Recorded information -
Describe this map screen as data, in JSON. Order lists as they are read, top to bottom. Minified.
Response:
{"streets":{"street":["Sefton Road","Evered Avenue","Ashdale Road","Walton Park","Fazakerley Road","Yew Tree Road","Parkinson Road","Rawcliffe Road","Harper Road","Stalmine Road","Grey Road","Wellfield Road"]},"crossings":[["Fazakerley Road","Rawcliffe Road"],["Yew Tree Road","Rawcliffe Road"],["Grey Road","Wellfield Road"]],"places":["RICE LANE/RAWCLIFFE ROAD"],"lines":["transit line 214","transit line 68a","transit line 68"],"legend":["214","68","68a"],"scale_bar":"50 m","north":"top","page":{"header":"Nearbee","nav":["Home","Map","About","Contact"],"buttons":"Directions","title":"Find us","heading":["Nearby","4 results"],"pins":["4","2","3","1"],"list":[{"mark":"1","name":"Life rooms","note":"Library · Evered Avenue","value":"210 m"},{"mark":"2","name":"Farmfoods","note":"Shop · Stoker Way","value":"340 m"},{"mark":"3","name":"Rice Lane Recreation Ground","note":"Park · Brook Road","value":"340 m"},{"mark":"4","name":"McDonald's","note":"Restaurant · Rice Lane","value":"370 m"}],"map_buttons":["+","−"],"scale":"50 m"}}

What you will do - The required output is all of the material, word for word.

Response to the exercise -
Describe this map screen as data, in JSON. Order lists as they are read, top to bottom. Minified.
Response:
{"streets":{"street":["Sefton Road","Evered Avenue","Ashdale Road","Walton Park","Fazakerley Road","Yew Tree Road","Parkinson Road","Rawcliffe Road","Harper Road","Stalmine Road","Grey Road","Wellfield Road"]},"crossings":[["Fazakerley Road","Rawcliffe Road"],["Yew Tree Road","Rawcliffe Road"],["Grey Road","Wellfield Road"]],"places":["RICE LANE/RAWCLIFFE ROAD"],"lines":["transit line 214","transit line 68a","transit line 68"],"legend":["214","68","68a"],"scale_bar":"50 m","north":"top","page":{"header":"Nearbee","nav":["Home","Map","About","Contact"],"buttons":"Directions","title":"Find us","heading":["Nearby","4 results"],"pins":["4","2","3","1"],"list":[{"mark":"1","name":"Life rooms","note":"Library · Evered Avenue","value":"210 m"},{"mark":"2","name":"Farmfoods","note":"Shop · Stoker Way","value":"340 m"},{"mark":"3","name":"Rice Lane Recreation Ground","note":"Park · Brook Road","value":"340 m"},{"mark":"4","name":"McDonald's","note":"Restaurant · Rice Lane","value":"370 m"}],"map_buttons":["+","−"],"scale":"50 m"}}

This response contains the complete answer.